Para os pais
Há um período em que os pais vão ficando órfãos dos seus próprios
filhos. É que as crianças crescem independentes de nós, como árvores
tagarelas e pássaros estabanados. Crescem sem pedir licença à vida.
Crescem com uma estridência alegre e, às vezes, com alardeada arrogância.
Mas não crescem todos os dias de igual maneira. Crescem de repente.
Um dia sentam-se perto de você no terraço e dizem uma frase com tal
maturidade que você sente que não pode mais trocar as fraldas daquela criatura.

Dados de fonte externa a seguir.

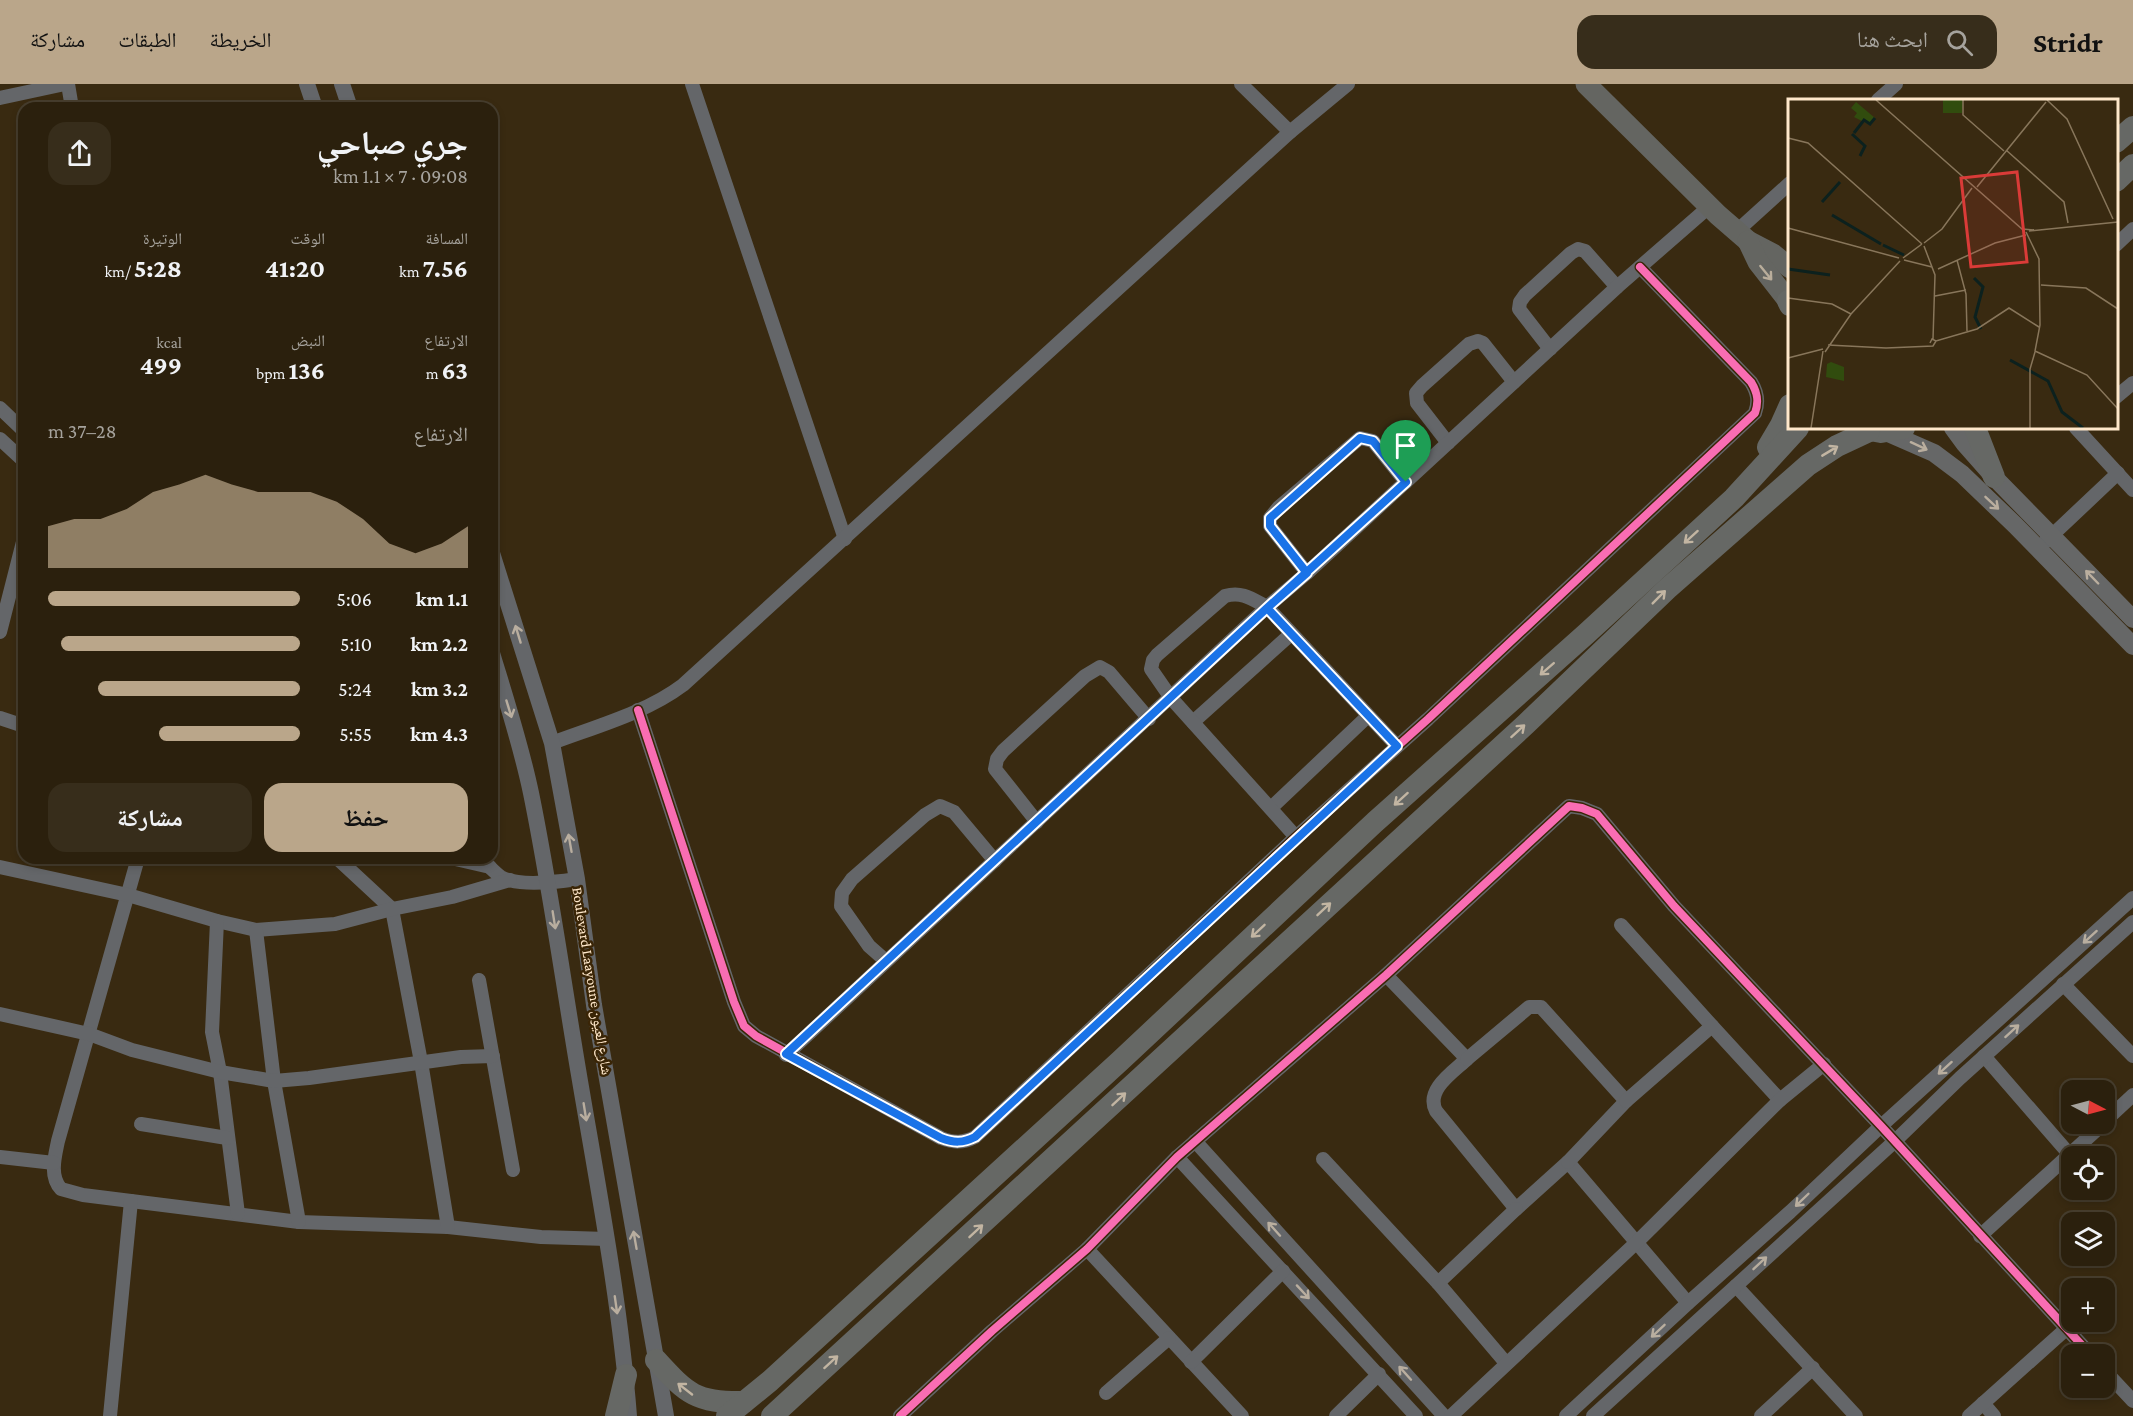 <!DOCTYPE html>
<html lang="ar">
<head>
<meta charset="utf-8">
<style>
  :root { --surface:#2b200d; --page:#372d1b; --text:#f1f3f6; --muted:#a6a39d; --line:#473e2e; --accent:#baa68a }
  body { margin:0; font-family:"Crimson Pro","Noto Naskh Arabic",serif; background:var(--page); color:var(--text); direction:rtl; height:100vh; display:flex; flex-direction:column; font-size:22px; white-space:nowrap }
  * { box-sizing:border-box; margin:0 }
  p { font-size:20px; color:var(--muted) }
  .icon { flex:none; width:33px; height:33px; fill:none; stroke:currentColor; stroke-width:2; stroke-linecap:round; stroke-linejoin:round }
  .map { position:relative; flex:1; overflow:hidden; direction:ltr }
  .drawer { position:absolute; left:18px; top:18px; width:480px; height:762px; display:flex; flex-direction:column; background:var(--surface); border-radius:18px; box-shadow:0 3px 9px #0003,0 0 0 2px var(--line); direction:rtl }
  .drawer>* { flex:none }
  .needle { width:39px; rotate:96deg }
  .fabs { position:absolute; left:2061px; top:996px; display:grid; gap:12px }
  .fabs a { display:grid; place-items:center; width:54px; height:54px; border-radius:12px; background:var(--surface); box-shadow:0 3px 9px #0003,0 0 0 2px var(--line); font-size:30px }
  .pin { position:absolute; display:grid; place-items:center; width:51px; height:51px; color:#fff; margin:-62px -26px; border-radius:50% 50% 50% 0; rotate:-45deg; box-shadow:0 0 6px #0007 }
  .pin .icon { rotate:45deg }
  .round { display:grid; place-items:center; flex:none; width:63px; height:63px; border-radius:18px; background:var(--page) }
  .headline { display:flex; align-items:center; justify-content:space-between; height:102px; padding:0 30px }
  h1 { font-size:33px; font-weight:700; line-height:45px }
  .metrics { display:grid; grid-template-columns:repeat(3,1fr); gap:9px; height:102px; padding:6px 30px }
  .metrics div { display:grid; align-content:center }
  .metrics b { font-size:26px; font-weight:700 }
  .metrics small { font-size:16px; font-weight:400 }
  .metrics p { font-size:16px }
  .chart { height:168px; padding:12px 30px }
  .chart p { display:flex; justify-content:space-between }
  .chart svg { width:100%; height:108px; margin-top:6px; fill:var(--accent); opacity:.7 }
  .cta { display:flex; gap:12px; margin-top:auto; padding:12px 30px }
  .cta a { flex:1; height:69px; border-radius:18px; background:var(--accent); color:#111; font-size:24px; font-weight:700; line-height:69px; text-align:center }
  .cta a+a { background:var(--page); color:var(--text) }
  ul { padding:0 30px; list-style:none; font-size:20px }
  li { display:grid; grid-template-columns:96px 72px 1fr; align-items:center; height:45px }
  li i { height:15px; border-radius:8px; background:var(--accent) }
  header { display:flex; align-items:center; gap:36px; box-sizing:border-box; height:84px; padding:0 30px; background:var(--accent); color:#111 }
  header strong { font-size:28px }
  nav { display:flex; gap:33px; margin-inline-start:auto; font-size:21px }
  .search { width:420px; height:54px; background:var(--page); display:flex; align-items:center; gap:15px; box-sizing:border-box; padding:0 21px; border-radius:18px; color:var(--muted); font-size:22px }
  .map>svg:first-child { display:block }
  .lines { fill:none; stroke-linecap:round; stroke-linejoin:round }
  .minor { stroke:#646669; stroke-width:14 }
  .tertiary { stroke:#646669; stroke-width:16 }
  .secondary { stroke:#666767; stroke-width:18 }
  .primary { stroke:#646561; stroke-width:21 }
  .trunk { stroke:#666865; stroke-width:22 }
  .cycleway-casing { stroke:#3a2506; stroke-width:11 }
  .cycleway { stroke:#f96db3; stroke-width:8 }
  .oneway { stroke:#b9ad9b }
  .oneway2 { stroke:#baae9e }
  .oneway3 { stroke:#c2b5a2 }
  .oneway4 { stroke:#b9ae9f }
  .route-casing { stroke:#fff; stroke-width:12 }
  .route { stroke:#1a73e8; stroke-width:8 }
  .labels { text-anchor:middle; dominant-baseline:central; stroke-width:5; stroke-linejoin:round; paint-order:stroke }
  .street-label { font-size:15px; fill:#ffe8cb; stroke:#3a2506 }
  .inset-river { fill:none; stroke:#0c211e; stroke-width:3 }
  .inset-road { fill:none; stroke:#88765b; stroke-width:1.5 }
  .view { fill:#da3b38; fill-opacity:0.15; stroke:#da3b38; stroke-width:3 }
  .inset-edge { fill:none; stroke:#ffe8cb; stroke-width:3 }
</style>
</head>
<body>
<header>
<strong>Stridr</strong>
<div class="search"><svg class="icon" aria-label="search" viewBox="0 0 24 24"><circle cx="10" cy="10" r="6"/><path d="M15 15l6 6"/></svg>ابحث هنا</div>
<nav><a>الخريطة</a><a>الطبقات</a><a>مشاركة</a></nav>
</header>
<div class="map">
<svg width="2133" height="1332" viewBox="0 0 2133 1332">
  <rect width="100%" height="100%" fill="#392a11"/>
  <g class="lines">
    <g class="minor">
      <path d="M68,0L72,24"/>
      <path d="M692,0L845,455"/>
      <path d="M1241,0L1290,48"/>
      <path d="M0,14L65,0"/>
      <path d="M1878,16L1896,0"/>
      <path d="M1737,147L1790,99"/>
      <path d="M2116,161L2133,145"/>
      <path d="M1550,265L1519,225L1520,218L1525,211L1571,169L1578,165L1585,167L1617,203"/>
      <path d="M2116,313L2133,299"/>
      <path d="M0,324L24,347"/>
      <path d="M2076,344L2133,406"/>
      <path d="M0,355L24,377"/>
      <path d="M1448,359L1417,319L1416,309L1422,302L1469,260L1478,257L1483,259L1514,298"/>
      <path d="M2045,458L2118,389"/>
      <path d="M1307,489L1270,442V434L1279,423L1360,354L1373,357L1406,398"/>
      <path d="M0,548L24,454"/>
      <path d="M638,626L734,918L744,942L756,952L941,1054C954,1059 963,1059 975,1053L1296,753L1428,635L1755,329C1759,318 1758,309 1751,298L1640,183"/>
      <path d="M0,634L24,642"/>
      <path d="M1193,638L1291,550"/>
      <path d="M552,659C594,643 646,629 683,601L1290,48L1348,0"/>
      <path d="M1271,724L1368,632"/>
      <path d="M1037,738L995,685L997,675L1003,667L1085,592L1100,583L1109,588L1149,635"/>
      <path d="M1296,753L1171,614L1151,585L1153,576L1157,571L1225,512C1242,507 1252,515 1267,523L1397,662"/>
      <path d="M138,774L58,1057C55,1072 49,1092 61,1105L83,1111L299,1138L448,1143L541,1153L607,1155"/>
      <path d="M337,774L392,825L421,978L448,1143"/>
      <path d="M451,774L490,783"/>
      <path d="M480,774C486,779 496,790 501,793C519,803 557,798 577,795"/>
      <path d="M0,783L128,811L217,837L256,846L335,840L392,825L452,813L510,796"/>
      <path d="M217,837L212,948L220,988L238,1130"/>
      <path d="M1621,841L1712,942"/>
      <path d="M256,846L274,997L299,1138"/>
      <path d="M886,877L869,862L841,822L842,809L852,795L925,731L940,722L954,728L995,777"/>
      <path d="M1386,891L1467,975C1453,988 1425,1006 1436,1027L1516,1125L1568,1078L1688,1219"/>
      <path d="M479,896L513,1086"/>
      <path d="M2063,900L2133,972"/>
      <path d="M0,930L89,950L132,966L220,988L274,997L309,994L461,973L493,972"/>
      <path d="M786,971L1267,523L1307,489L1617,203L1710,122"/>
      <path d="M1984,972L2070,1071"/>
      <path d="M1467,975L1529,923H1541L1626,1017L1568,1078"/>
      <path d="M1626,1017L1712,942L1780,1016"/>
      <path d="M2104,1038L2133,1011"/>
      <path d="M141,1040L227,1054"/>
      <path d="M1195,1057L1444,1332"/>
      <path d="M0,1073L54,1079"/>
      <path d="M1177,1073L1416,1332"/>
      <path d="M1323,1075L1438,1199"/>
      <path d="M1980,1152L2103,1040"/>
      <path d="M1087,1165L1242,1332"/>
      <path d="M1736,1202L1856,1332"/>
      <path d="M1191,1278L1283,1187"/>
      <path d="M1506,1279L1438,1199L1516,1125"/>
      <path d="M2104,1286L2133,1317"/>
      <path d="M1106,1309L1169,1254"/>
      <path d="M1983,1319L1994,1332"/>
      <path d="M110,1332L131,1117"/>
      <path d="M900,1332L992,1247L1087,1165L1177,1073L1386,891L1569,722L1582,724L1597,730L1674,822L1881,1042L2090,1270"/>
      <path d="M1336,1332L1379,1290"/>
      <path d="M1451,1332L1638,1157L1780,1016L1824,980"/>
      <path d="M1566,1332L1688,1219L1790,1128L1881,1042L2133,814"/>
      <path d="M1593,1332L1895,1057L1960,994L2133,838"/>
      <path d="M1761,1332L1813,1284"/>
      <path d="M1969,1332L2066,1245"/>
    </g>
    <g class="tertiary">
      <path d="M307,0L315,24"/>
      <path d="M342,0L350,24"/>
      <path d="M492,469L552,659L577,795L594,921L666,1332"/>
      <path d="M492,569C506,615 521,661 531,709C550,802 563,897 579,991C598,1104 620,1217 629,1332"/>
    </g>
    <g class="secondary">
      <path d="M1953,344L1964,359L1994,393L2133,535"/>
      <path d="M1886,348L1934,369L1962,390L2015,441L2133,562"/>
    </g>
    <g class="primary">
      <path d="M1586,0L1718,131L1748,157L1773,170L1790,184"/>
      <path d="M1748,157L1758,178L1790,219"/>
    </g>
    <g class="trunk">
      <path d="M2116,58L2133,43"/>
      <path d="M2116,97L2133,81"/>
      <path d="M1788,217L1790,221"/>
      <path d="M1859,344L1881,348L1904,344"/>
      <path d="M1975,344L1994,393"/>
      <path d="M1768,363L1781,341L1790,321"/>
      <path d="M656,1276C687,1310 696,1319 744,1318"/>
      <path d="M616,1332L626,1291"/>
      <path d="M727,1332L770,1297L1120,977L1375,738L1586,550L1734,414L1798,344"/>
      <path d="M772,1332L1526,640L1667,505L1808,381L1837,362L1869,347"/>
    </g>
    <g class="cycleway-casing">
      <g id="cycleway">
        <path d="M638,626L734,918L744,942L756,952L941,1054C954,1059 963,1059 975,1053L1296,753L1428,635L1755,329C1759,318 1758,309 1751,298L1640,183"/>
        <path d="M900,1332L992,1247L1087,1165L1177,1073L1386,891L1569,722L1582,724L1597,730L1674,822L1881,1042L2090,1270"/>
      </g>
    </g>
    <use href="#cycleway" class="cycleway"/>
  </g>
  <defs><path id="oneway-shaft" d="M-6 0H5M1.5-3L5.5 0L1.5 3" fill="none" stroke-width="1.6" stroke-linecap="round" stroke-linejoin="round" transform="scale(1.5)"/></defs>
  <use class="oneway" href="#oneway-shaft" transform="translate(1766 189) rotate(51)"/>
  <g class="oneway2">
    <use href="#oneway-shaft" transform="translate(1919 362) rotate(25)"/>
    <use href="#oneway-shaft" transform="translate(1992 419) rotate(43)"/>
    <use href="#oneway-shaft" transform="translate(2092 493) rotate(-134)"/>
  </g>
  <g class="oneway3">
    <use href="#oneway-shaft" transform="translate(1830 367) rotate(-31)"/>
    <use href="#oneway-shaft" transform="translate(1691 453) rotate(138)"/>
    <use href="#oneway-shaft" transform="translate(1659 513) rotate(-45)"/>
    <use href="#oneway-shaft" transform="translate(1547 585) rotate(139)"/>
    <use href="#oneway-shaft" transform="translate(1518 647) rotate(-42)"/>
    <use href="#oneway-shaft" transform="translate(1401 715) rotate(138)"/>
    <use href="#oneway-shaft" transform="translate(1324 825) rotate(-43)"/>
    <use href="#oneway-shaft" transform="translate(1258 847) rotate(137)"/>
    <use href="#oneway-shaft" transform="translate(1119 1015) rotate(-43)"/>
    <use href="#oneway-shaft" transform="translate(976 1147) rotate(-43)"/>
    <use href="#oneway-shaft" transform="translate(831 1278) rotate(-42)"/>
    <use href="#oneway-shaft" transform="translate(685 1305) rotate(-142)"/>
  </g>
  <g class="oneway4">
    <use href="#oneway-shaft" transform="translate(518 550) rotate(-107)"/>
    <use href="#oneway-shaft" transform="translate(509 625) rotate(73)"/>
    <use href="#oneway-shaft" transform="translate(570 759) rotate(-100)"/>
    <use href="#oneway-shaft" transform="translate(554 836) rotate(81)"/>
    <use href="#oneway-shaft" transform="translate(2090 853) rotate(138)"/>
    <use href="#oneway-shaft" transform="translate(2012 947) rotate(-42)"/>
    <use href="#oneway-shaft" transform="translate(1945 984) rotate(138)"/>
    <use href="#oneway-shaft" transform="translate(585 1028) rotate(81)"/>
    <use href="#oneway-shaft" transform="translate(1802 1116) rotate(136)"/>
    <use href="#oneway-shaft" transform="translate(1274 1145) rotate(-132)"/>
    <use href="#oneway-shaft" transform="translate(635 1156) rotate(-100)"/>
    <use href="#oneway-shaft" transform="translate(1760 1179) rotate(-43)"/>
    <use href="#oneway-shaft" transform="translate(1303 1208) rotate(47)"/>
    <use href="#oneway-shaft" transform="translate(616 1221) rotate(82)"/>
    <use href="#oneway-shaft" transform="translate(1658 1247) rotate(137)"/>
    <use href="#oneway-shaft" transform="translate(1405 1289) rotate(-132)"/>
  </g>
  <g class="lines">
    <g class="route-casing">
      <path id="route" d="M1406,398L1267,524L786,970L941,1054C954,1059 963,1059 975,1053L1397,662L1267,524L1307,489L1270,442V434L1360,354L1373,357L1406,398"/>
    </g>
    <use href="#route" class="route"/>
  </g>
  <g class="labels">
    <g class="street-label">
      <text transform="translate(592 897) rotate(81)">Boulevard Laayoune شارع العيون</text>
    </g>
  </g>
  <g transform="translate(1788 15)">
    <rect width="330" height="330" fill="#392a11"/>
    <path d="M155,1H175L174,14H155ZM68,3L87,19L82,26L66,18L69,14L63,9ZM43,263L56,268V282L38,278L39,265Z" fill="#314c0e"/>
    <path class="inset-river" d="M66,34L76,21L82,25L87,19M64,35L77,47L72,57M34,103L52,83M44,116L93,145M95,146L116,156M0,170L42,176M186,179L195,188L187,218L193,230M222,261L260,282L274,313L295,329"/>
    <path class="inset-road" d="M88,1L234,130L246,131M175,1V16L216,52M259,1L279,20L325,120M0,39L20,44L134,145M218,51L276,103L280,124M189,88L258,3M0,129L111,159M241,132L330,123M238,133L251,160L252,226L247,252L299,276L330,310M136,144L154,130L184,89M136,147L147,176L145,240M115,159L134,145M116,161L144,168M169,161L178,195L179,232M150,170L207,144L238,136M253,186L298,189L330,210M147,197L178,191M0,199L44,205L63,215M142,244L144,240L148,242L189,230L221,209L251,228M40,246L98,249L145,247L148,242M37,253L63,215L112,162M0,259L35,250M23,329L35,252M242,329V270L247,253"/>
    <path class="view" d="M229,73L239,163L183,168L173,79Z"/>
    <rect width="330" height="330" class="inset-edge"/>
  </g>
</svg>
<div class="fabs">
<a><svg class="needle" viewBox="-14 -14 28 28"><path d="M0-13l5 13h-10z" fill="#e53935"/><path d="M0 13l5-13h-10z" fill="#a6a39d"/></svg></a>
<a><svg class="icon" aria-label="locate" viewBox="0 0 24 24"><circle cx="12" cy="12" r="6"/><path d="M12 2v4M12 18v4M2 12h4M18 12h4"/></svg></a>
<a><svg class="icon" aria-label="layers" viewBox="0 0 24 24"><path d="M12 4l9 5-9 5-9-5zM3 14l9 5 9-5"/></svg></a>
<a>+</a>
<a>−</a>
</div>
<div class="pin" style="left:1406px;top:398px;background:#1e9e55"><svg class="icon" aria-label="arrive" viewBox="0 0 24 24"><path d="M6 21V4h12l-3 4 3 4H6"/></svg></div>
<section class="drawer">
<div class="headline"><div><h1>جري صباحي</h1><p>09:08 · 7 × 1.1 km</p></div><a class="round"><svg class="icon" aria-label="share" viewBox="0 0 24 24"><path d="M12 15V3M7 8l5-5 5 5M5 13v7h14v-7"/></svg></a></div>
<div class="metrics">
<div><p>المسافة</p><b>7.56<small> km</small></b></div>
<div><p>الوقت</p><b>41:20</b></div>
<div><p>الوتيرة</p><b>5:28<small> /km</small></b></div>
</div>
<div class="metrics">
<div><p>الارتفاع</p><b>63<small> m</small></b></div>
<div><p>النبض</p><b>136<small> bpm</small></b></div>
<div><p>kcal</p><b>499</b></div>
</div>
<div class="chart"><p><span>الارتفاع</span>28–37 m</p>
<svg viewBox="0 0 160 44" preserveAspectRatio="none"><path d="M0 44V27L10 24L20 24L30 20L40 13L50 10L60 6L70 10L80 13L90 13L100 13L110 17L120 24L130 34L140 38L150 34L160 27V44z"/></svg>
</div>
<ul>
<li><b>1.1 km</b>5:06<i style="width:100%"></i></li>
<li><b>2.2 km</b>5:10<i style="width:95%"></i></li>
<li><b>3.2 km</b>5:24<i style="width:80%"></i></li>
<li><b>4.3 km</b>5:55<i style="width:56%"></i></li>
</ul>
<div class="cta"><a>حفظ</a><a>مشاركة</a></div>
</section>
</div>
</body>
</html>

Onde é que andou crescendo aquela danadinha que você não
percebeu? Cadê a pazinha de brincar na areia, as festinhas de aniversário
com palhaços e o primeiro uniforme do Maternal?
A criança está crescendo num ritual de obediência orgânica e desobediência
civil.
E você está agora ali, na porta da discoteca, esperando que ela não
apenas cresça, mas apareça! Ali estão muitos pais ao volante, esperando que eles saiam esfuziantes sobre patins e cabelos
longos,soltos.
Entre hambúrgueres e refrigerantes nas esquinas, lá estão
nossos filhos com o uniforme de sua geração: incômodas mochilas da moda
nos ombros. Ali estamos, com os cabelos esbranquiçados. Esses são os
filhos que conseguimos gerar e amar, apesar dos golpes dos ventos, das
colheitas,das notícias, e da ditadura das horas.
E eles crescem meio
amestrados, observando e aprendendo com nossos acertos e erros.
Principalmente com os erros que esperamos que não repitam.
Há um período em que os pais vão ficando um pouco órfãos dos próprios
filhos.
Não mais os pegaremos nas portas das discotecas e das festas.
Passou o tempo do ballet, do inglês, da natação e do judô. Saíram do
banco de trás e passaram para o volante de suas próprias vidas.
Deveríamos
ter ido mais à cama deles ao anoitecer para ouvir sua alma respirando
conversas e confidências entre os lençóis da infância, e os adolescentes
cobertores daquele quarto cheio de adesivos, pôsteres, agendas coloridas e
discos ensurdecedores.
Não os levamos suficientemente ao Playcenter, ao
Shopping, não lhes demos suficientes hambúrgueres e cocas, não lhes
compramos todos os sorvetes e roupas que gostaríamos de ter comprado. Eles
cresceram sem que esgotássemos neles todo o nosso afeto.
No princípio subiam a serra ou iam à casa de praia entre embrulhos,
bolachas, engarrafamentos, natais, páscoas, piscina e amiguinhos.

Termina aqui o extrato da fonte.